** RECORDS TO USE follows **
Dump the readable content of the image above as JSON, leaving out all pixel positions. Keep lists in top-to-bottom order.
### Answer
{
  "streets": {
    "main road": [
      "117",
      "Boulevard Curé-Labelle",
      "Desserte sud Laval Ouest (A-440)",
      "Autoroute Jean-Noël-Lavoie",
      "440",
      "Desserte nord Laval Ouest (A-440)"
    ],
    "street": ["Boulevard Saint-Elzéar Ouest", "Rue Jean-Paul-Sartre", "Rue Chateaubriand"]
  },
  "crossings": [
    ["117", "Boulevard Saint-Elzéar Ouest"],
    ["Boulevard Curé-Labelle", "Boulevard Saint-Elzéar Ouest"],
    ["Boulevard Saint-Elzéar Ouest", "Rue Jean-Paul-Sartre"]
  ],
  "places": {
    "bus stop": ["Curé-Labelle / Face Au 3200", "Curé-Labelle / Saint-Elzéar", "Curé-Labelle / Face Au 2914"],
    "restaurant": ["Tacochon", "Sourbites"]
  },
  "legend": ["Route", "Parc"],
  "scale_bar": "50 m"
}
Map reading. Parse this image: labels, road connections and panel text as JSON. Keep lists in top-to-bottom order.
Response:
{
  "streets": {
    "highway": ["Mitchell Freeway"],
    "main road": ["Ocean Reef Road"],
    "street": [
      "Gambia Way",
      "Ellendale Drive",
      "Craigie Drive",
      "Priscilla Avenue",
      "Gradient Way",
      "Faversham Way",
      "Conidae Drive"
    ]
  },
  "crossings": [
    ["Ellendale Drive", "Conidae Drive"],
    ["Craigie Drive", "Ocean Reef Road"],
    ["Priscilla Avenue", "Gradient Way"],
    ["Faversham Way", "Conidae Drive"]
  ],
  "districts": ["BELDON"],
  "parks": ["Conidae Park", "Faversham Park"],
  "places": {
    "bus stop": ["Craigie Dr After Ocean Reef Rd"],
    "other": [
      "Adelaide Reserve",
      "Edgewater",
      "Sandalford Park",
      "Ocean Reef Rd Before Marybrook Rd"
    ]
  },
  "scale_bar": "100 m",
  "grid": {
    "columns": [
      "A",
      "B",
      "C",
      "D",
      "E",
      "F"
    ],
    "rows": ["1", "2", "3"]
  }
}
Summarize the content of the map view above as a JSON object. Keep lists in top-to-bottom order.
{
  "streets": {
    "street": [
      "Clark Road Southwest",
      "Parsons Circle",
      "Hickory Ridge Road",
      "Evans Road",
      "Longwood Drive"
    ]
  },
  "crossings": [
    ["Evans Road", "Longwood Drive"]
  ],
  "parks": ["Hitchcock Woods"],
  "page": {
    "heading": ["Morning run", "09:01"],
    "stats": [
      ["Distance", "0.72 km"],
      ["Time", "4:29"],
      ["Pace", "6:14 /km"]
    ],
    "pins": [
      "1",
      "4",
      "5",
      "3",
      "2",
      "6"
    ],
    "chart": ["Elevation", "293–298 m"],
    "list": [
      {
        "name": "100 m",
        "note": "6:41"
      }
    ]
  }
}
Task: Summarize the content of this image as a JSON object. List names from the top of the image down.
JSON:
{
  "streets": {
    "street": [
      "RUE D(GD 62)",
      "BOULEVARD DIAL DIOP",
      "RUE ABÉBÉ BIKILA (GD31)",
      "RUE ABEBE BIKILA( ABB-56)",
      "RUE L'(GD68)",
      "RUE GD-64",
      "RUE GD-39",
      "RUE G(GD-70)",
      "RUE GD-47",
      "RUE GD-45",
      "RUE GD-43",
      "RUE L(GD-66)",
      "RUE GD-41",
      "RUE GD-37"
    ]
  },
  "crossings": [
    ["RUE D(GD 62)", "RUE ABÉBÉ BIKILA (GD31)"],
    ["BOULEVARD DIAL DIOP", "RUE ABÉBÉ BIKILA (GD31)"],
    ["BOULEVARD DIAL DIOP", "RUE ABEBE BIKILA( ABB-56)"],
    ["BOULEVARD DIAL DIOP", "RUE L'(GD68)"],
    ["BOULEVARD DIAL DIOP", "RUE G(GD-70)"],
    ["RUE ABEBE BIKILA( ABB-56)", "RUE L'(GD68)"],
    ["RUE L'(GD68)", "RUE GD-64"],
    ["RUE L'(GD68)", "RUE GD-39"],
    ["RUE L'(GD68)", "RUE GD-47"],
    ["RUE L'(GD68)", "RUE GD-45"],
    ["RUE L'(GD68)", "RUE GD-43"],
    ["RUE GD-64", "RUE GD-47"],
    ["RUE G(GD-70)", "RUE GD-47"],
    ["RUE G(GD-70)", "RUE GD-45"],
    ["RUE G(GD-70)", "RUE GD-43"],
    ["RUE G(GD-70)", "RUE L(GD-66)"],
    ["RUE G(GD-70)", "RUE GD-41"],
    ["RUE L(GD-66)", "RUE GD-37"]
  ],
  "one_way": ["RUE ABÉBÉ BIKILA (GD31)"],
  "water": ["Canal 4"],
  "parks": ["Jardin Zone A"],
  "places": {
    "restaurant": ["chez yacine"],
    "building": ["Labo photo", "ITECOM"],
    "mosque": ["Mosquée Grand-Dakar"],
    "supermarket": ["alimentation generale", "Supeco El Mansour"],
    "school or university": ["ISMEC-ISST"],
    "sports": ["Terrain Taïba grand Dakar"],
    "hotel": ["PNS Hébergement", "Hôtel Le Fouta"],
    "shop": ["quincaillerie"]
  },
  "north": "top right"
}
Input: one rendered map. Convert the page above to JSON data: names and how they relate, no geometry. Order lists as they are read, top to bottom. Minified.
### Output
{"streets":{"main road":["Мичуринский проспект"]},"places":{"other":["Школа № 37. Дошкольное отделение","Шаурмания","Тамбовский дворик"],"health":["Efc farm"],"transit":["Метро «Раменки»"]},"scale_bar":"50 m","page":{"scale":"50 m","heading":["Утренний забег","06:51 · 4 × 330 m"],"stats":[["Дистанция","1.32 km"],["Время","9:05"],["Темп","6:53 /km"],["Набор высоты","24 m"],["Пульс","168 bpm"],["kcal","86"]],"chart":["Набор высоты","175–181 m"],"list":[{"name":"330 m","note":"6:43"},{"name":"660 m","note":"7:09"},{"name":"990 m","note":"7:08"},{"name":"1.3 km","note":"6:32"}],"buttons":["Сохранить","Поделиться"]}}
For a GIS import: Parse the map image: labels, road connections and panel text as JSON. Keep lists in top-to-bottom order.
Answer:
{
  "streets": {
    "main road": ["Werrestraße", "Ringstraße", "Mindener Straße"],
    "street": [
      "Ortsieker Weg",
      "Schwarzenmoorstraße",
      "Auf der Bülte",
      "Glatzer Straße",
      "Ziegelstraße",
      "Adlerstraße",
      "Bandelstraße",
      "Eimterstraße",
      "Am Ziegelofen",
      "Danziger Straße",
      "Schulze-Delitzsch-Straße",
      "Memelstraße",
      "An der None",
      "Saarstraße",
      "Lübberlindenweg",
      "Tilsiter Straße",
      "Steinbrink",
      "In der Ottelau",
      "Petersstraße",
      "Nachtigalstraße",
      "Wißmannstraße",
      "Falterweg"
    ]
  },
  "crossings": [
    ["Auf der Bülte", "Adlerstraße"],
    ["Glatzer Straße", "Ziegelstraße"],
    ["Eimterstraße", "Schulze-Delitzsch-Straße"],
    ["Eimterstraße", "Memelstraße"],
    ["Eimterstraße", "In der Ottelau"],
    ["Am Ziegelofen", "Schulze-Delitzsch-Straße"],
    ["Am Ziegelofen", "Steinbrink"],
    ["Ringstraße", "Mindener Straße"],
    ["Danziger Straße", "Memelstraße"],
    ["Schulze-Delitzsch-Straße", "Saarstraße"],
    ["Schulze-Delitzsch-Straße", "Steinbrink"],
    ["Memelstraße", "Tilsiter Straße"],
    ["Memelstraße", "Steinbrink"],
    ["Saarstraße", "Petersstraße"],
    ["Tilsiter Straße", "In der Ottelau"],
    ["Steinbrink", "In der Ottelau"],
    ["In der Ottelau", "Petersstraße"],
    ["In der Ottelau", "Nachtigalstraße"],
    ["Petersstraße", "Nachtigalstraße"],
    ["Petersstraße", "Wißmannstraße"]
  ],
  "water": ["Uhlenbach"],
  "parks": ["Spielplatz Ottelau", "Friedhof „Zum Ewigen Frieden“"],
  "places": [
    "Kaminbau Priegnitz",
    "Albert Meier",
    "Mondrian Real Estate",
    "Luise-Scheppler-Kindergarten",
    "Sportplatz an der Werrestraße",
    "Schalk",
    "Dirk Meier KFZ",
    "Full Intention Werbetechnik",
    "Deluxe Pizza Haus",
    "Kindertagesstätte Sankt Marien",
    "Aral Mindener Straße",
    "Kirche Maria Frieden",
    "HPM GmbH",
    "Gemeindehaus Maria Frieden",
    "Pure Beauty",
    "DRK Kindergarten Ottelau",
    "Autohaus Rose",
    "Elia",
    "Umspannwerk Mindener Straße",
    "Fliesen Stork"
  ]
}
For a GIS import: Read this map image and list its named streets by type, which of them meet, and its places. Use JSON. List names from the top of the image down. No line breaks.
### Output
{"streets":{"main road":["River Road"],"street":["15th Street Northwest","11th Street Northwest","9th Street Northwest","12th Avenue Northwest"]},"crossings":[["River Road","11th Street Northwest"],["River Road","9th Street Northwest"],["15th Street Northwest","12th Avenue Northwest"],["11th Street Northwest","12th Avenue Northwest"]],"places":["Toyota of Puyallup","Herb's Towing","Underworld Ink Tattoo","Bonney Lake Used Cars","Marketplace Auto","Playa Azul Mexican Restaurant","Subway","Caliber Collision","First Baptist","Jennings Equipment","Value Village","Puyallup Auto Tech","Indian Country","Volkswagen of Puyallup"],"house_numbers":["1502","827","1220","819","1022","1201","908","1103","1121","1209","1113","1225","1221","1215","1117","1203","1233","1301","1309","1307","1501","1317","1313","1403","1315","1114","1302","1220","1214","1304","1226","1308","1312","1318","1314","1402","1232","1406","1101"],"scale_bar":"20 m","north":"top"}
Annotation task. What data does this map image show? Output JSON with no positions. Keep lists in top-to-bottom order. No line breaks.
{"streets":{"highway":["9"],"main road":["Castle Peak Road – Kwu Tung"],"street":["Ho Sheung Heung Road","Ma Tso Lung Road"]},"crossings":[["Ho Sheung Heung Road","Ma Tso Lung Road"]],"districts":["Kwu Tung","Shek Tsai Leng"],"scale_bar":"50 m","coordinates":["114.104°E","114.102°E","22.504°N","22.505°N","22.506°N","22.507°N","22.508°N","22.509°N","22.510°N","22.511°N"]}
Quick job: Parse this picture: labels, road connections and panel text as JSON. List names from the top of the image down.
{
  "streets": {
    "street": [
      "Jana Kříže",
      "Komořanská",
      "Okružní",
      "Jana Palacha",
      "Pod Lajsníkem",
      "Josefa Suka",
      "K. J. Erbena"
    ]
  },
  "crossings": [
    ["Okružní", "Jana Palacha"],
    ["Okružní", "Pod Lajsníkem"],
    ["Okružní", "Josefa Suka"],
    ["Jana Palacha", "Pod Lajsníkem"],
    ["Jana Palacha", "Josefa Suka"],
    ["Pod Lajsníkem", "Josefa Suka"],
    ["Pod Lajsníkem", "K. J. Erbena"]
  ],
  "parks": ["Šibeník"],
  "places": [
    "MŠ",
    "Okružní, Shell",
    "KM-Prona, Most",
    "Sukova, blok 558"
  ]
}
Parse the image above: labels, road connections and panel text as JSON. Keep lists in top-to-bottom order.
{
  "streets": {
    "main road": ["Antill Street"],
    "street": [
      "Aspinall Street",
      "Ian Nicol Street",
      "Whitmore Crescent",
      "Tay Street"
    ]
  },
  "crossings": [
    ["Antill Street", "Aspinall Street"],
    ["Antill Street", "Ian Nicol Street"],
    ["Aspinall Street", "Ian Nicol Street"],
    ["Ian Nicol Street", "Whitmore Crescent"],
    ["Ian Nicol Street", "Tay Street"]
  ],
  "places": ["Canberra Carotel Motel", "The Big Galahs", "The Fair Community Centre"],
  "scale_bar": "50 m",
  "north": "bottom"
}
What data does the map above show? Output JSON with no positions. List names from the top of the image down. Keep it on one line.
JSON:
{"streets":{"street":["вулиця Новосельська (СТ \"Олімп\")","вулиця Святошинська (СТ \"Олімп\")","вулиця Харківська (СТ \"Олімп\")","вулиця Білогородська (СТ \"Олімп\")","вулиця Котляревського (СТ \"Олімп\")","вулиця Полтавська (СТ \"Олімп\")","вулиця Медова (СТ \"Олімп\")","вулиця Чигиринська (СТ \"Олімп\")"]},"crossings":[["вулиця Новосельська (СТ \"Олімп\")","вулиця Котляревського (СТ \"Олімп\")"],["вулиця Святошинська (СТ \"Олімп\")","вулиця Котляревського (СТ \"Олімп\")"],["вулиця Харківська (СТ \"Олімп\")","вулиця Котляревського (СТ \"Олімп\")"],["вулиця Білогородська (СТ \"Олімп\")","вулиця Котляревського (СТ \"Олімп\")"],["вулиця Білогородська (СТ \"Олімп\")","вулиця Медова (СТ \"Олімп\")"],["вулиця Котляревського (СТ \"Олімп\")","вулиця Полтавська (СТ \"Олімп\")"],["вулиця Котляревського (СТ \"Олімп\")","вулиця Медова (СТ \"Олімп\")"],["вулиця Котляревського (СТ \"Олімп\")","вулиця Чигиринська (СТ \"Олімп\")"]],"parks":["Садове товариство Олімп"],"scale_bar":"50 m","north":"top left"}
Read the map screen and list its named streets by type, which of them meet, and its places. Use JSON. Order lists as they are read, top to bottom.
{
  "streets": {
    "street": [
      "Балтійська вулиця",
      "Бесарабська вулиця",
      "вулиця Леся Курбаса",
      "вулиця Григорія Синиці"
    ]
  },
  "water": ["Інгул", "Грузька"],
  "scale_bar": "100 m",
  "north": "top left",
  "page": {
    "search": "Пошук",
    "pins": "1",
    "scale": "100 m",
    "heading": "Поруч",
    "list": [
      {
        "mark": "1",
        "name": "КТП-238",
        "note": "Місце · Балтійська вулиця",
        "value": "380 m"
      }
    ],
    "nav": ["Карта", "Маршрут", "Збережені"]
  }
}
** End of RECORDS TO USE **
§ YOUR ASSIGNMENT
Look through the entries above and copy each line that has "which" in it.

§ ANSWER SECTION
For a GIS import: Read this map image and list its named streets by type, which of them meet, and its places. Use JSON. List names from the top of the image down. No line breaks.
Read the map screen and list its named streets by type, which of them meet, and its places. Use JSON. Order lists as they are read, top to bottom.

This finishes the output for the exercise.